My computing principles
This page is a some sort of a continuing of the page "my articles" on this same website (but check out also page "my computing"), in which I list the various personal computing principles of mine. So without further ado, here is the mentioned list: "THE CONTEXT-MENU PRINCIPLE", "THE STRUCTURING PRINCIPLE", "THE RAM-DRIVE/DISK PRINCIPLE", "THE MINIMALISM PRINCIPLE", "THE FIREFOX-PROFILE PRINCIPLE", which are all located on page principles1, and further "THE ORIGINAL-FORM PRINCIPLE", "THE EVEN-NUMBERS PRINCIPLE", "THE NON-SETUPS PRINCIPLE", which are located on mainly contained on page principles2. In these computing related articles I write about my various personal computing principles, while the most general of all my computing principles is the "THE MINIMALISM PRINCIPLE" one.
You see, it is that for overall feeling, system's responsiveness and so on, I don't like things being installed (things like programs, devices etc.) and/or things running on a system (i.e. processes) if they are not absolutely needed; though note that this is only my own opinion, and which applies only to my particular situation and computing related knowledge. OK, it's true that many of the things mentioned above don't degrade computer's performance, but they do use additional resources, even if the resource in question is hard-disk's space. While this particular main principle of mine is of course also related to my main obsession with automation of repetitive tasks, optimization of computer's/program's settings, and with my continuous attempts to in general perform various tasks efficiently.

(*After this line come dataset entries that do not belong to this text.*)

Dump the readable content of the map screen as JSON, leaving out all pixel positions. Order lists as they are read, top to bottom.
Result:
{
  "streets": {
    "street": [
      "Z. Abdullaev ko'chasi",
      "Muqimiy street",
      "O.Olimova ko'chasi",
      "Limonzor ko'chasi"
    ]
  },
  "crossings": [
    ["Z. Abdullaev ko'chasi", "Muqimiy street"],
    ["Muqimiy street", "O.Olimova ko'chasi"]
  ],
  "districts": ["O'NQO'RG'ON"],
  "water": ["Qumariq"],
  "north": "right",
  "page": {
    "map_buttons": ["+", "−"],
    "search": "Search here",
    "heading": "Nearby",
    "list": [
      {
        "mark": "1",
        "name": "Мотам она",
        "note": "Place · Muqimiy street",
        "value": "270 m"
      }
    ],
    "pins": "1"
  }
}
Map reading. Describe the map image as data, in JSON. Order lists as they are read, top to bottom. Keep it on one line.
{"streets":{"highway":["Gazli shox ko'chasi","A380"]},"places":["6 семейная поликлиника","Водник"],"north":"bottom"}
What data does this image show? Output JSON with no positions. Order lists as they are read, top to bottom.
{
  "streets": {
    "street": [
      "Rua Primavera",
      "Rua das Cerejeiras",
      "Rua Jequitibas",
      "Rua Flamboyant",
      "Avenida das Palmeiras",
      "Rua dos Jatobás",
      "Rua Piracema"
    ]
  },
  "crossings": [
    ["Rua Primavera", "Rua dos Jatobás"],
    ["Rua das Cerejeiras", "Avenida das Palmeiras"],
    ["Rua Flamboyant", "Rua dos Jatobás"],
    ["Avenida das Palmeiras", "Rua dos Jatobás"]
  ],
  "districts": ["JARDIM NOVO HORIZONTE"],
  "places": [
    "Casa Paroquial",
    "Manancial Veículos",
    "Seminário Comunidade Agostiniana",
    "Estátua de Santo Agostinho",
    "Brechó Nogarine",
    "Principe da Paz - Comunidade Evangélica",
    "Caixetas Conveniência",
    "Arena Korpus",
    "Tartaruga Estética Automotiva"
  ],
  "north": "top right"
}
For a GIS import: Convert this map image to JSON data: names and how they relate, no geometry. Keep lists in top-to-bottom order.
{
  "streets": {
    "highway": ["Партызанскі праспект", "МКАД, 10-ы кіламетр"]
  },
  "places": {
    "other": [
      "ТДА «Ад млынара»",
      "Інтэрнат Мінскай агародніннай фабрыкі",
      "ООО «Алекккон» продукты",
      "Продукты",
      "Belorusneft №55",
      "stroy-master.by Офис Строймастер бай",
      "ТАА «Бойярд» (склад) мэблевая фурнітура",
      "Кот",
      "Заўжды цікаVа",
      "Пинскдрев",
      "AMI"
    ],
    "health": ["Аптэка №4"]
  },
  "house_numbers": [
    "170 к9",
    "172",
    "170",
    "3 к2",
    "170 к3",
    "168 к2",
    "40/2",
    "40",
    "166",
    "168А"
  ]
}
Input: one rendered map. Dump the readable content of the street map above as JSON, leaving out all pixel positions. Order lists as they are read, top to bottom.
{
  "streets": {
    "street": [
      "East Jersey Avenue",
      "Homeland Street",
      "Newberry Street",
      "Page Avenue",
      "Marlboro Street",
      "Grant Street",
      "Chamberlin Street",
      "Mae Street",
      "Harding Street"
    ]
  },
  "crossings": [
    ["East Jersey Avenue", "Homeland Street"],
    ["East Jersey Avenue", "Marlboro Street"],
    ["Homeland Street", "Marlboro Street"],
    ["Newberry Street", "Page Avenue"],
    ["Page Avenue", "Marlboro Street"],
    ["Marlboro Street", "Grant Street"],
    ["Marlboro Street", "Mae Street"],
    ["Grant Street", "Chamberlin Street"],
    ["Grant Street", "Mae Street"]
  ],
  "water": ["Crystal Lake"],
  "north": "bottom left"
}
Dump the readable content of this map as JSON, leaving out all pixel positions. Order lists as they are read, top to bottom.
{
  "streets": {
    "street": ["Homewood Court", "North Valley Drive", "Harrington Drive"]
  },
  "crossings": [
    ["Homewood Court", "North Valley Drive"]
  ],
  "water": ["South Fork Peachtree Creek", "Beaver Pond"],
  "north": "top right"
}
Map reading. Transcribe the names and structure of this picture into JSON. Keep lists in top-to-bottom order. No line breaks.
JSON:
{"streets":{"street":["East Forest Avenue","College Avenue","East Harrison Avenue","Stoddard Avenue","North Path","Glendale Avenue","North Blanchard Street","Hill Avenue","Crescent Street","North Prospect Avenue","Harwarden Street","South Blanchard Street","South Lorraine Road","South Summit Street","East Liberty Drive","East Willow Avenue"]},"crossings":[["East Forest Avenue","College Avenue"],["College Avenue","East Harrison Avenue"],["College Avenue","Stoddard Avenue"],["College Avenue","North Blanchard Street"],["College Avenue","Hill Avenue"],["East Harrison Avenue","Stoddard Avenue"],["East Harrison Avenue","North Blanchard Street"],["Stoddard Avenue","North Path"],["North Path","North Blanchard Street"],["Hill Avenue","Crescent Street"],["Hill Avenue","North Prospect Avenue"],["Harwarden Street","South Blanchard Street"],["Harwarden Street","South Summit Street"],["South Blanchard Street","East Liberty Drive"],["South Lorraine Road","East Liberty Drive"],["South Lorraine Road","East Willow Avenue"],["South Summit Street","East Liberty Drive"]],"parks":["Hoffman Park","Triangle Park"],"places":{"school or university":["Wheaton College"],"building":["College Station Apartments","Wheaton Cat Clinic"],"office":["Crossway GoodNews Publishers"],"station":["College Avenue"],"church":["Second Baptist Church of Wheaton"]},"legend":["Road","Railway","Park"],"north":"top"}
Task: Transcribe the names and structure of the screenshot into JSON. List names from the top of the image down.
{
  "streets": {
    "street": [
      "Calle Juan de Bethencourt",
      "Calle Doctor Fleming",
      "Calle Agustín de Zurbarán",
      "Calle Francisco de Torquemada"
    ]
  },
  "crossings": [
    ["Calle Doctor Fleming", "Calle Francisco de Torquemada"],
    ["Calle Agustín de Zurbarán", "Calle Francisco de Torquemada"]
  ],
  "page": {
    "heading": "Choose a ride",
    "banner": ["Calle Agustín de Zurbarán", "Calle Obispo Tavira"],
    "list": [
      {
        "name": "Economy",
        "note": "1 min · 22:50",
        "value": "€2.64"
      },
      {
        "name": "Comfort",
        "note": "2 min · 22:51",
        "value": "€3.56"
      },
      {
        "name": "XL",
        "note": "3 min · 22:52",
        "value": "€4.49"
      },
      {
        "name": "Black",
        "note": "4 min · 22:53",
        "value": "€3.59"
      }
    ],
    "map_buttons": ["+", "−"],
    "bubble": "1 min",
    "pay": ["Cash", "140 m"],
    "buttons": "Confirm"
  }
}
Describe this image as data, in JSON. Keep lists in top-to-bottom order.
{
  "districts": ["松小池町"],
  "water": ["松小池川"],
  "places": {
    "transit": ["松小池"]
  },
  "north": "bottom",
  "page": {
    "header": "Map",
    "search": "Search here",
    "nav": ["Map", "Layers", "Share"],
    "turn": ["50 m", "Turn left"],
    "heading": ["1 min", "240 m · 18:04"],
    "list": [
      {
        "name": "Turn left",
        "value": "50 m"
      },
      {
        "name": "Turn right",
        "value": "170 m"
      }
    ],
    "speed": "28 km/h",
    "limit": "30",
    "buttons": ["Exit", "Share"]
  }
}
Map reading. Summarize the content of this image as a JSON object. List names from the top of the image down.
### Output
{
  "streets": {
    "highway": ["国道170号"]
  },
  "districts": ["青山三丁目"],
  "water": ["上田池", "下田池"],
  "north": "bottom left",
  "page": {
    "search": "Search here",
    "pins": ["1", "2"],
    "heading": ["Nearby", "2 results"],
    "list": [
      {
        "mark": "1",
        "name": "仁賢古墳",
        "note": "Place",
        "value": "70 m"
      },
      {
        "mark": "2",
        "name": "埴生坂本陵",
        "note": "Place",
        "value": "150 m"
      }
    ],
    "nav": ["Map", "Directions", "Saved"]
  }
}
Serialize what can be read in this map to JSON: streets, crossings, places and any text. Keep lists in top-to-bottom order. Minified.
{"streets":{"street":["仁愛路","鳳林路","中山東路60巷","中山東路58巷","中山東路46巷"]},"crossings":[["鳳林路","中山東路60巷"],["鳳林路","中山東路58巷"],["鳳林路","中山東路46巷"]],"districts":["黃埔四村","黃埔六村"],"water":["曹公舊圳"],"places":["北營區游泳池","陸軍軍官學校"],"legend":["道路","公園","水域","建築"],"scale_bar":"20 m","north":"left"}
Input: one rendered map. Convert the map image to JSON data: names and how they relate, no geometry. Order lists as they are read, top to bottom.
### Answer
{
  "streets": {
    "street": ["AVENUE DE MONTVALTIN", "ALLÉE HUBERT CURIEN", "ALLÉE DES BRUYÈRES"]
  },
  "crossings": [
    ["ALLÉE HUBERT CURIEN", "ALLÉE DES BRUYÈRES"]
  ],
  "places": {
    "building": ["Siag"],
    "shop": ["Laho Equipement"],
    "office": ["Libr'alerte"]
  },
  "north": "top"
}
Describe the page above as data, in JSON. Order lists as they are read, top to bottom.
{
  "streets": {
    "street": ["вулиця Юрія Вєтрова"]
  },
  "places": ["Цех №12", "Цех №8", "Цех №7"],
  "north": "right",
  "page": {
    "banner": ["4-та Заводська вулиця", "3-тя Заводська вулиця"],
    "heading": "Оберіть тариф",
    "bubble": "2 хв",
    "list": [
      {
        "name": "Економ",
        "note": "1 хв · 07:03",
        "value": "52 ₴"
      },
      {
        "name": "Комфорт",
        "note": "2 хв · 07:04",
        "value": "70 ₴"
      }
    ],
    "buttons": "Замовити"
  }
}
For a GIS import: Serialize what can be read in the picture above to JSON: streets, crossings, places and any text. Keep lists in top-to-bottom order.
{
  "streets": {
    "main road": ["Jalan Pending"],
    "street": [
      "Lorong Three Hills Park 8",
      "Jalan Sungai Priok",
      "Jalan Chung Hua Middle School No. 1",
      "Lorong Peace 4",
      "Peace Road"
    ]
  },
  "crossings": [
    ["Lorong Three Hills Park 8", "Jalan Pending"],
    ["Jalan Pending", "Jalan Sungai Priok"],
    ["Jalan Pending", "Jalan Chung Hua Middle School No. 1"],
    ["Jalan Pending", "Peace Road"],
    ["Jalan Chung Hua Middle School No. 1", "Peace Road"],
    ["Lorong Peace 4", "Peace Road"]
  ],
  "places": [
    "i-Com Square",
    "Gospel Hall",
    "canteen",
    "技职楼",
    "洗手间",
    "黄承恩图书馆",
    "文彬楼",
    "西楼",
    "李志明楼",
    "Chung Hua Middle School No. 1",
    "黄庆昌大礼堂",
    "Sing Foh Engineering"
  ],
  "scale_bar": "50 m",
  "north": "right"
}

Since I already mentioned my attempts to do things faster/more logically: I totally love to use "templates", for example .txt files with commonly used strings in them (e-mail addresses, links, signatures, then various BBcode, Wiki and HTML formatting stuff etc.), which I access through my keyboard's special buttons or through other ways. While the other such writing-related "speciality" of mine is that I am almost obsessively trying to have as "strict" and as "consistent" formatting of sentences as possible (in blog-comments, forum posts, e-mail messages etc.), and so I am sometimes in a really bad mood because of some totally minor mistake (which cannot be corrected) that I made. And I totally like standards in general (i.e. various official standards like W3C ones), while I also develop my own standards; be it a standard in my site's coding, the way I format my documents or name files/folders, then the way I use BBcode in forum-posts etc.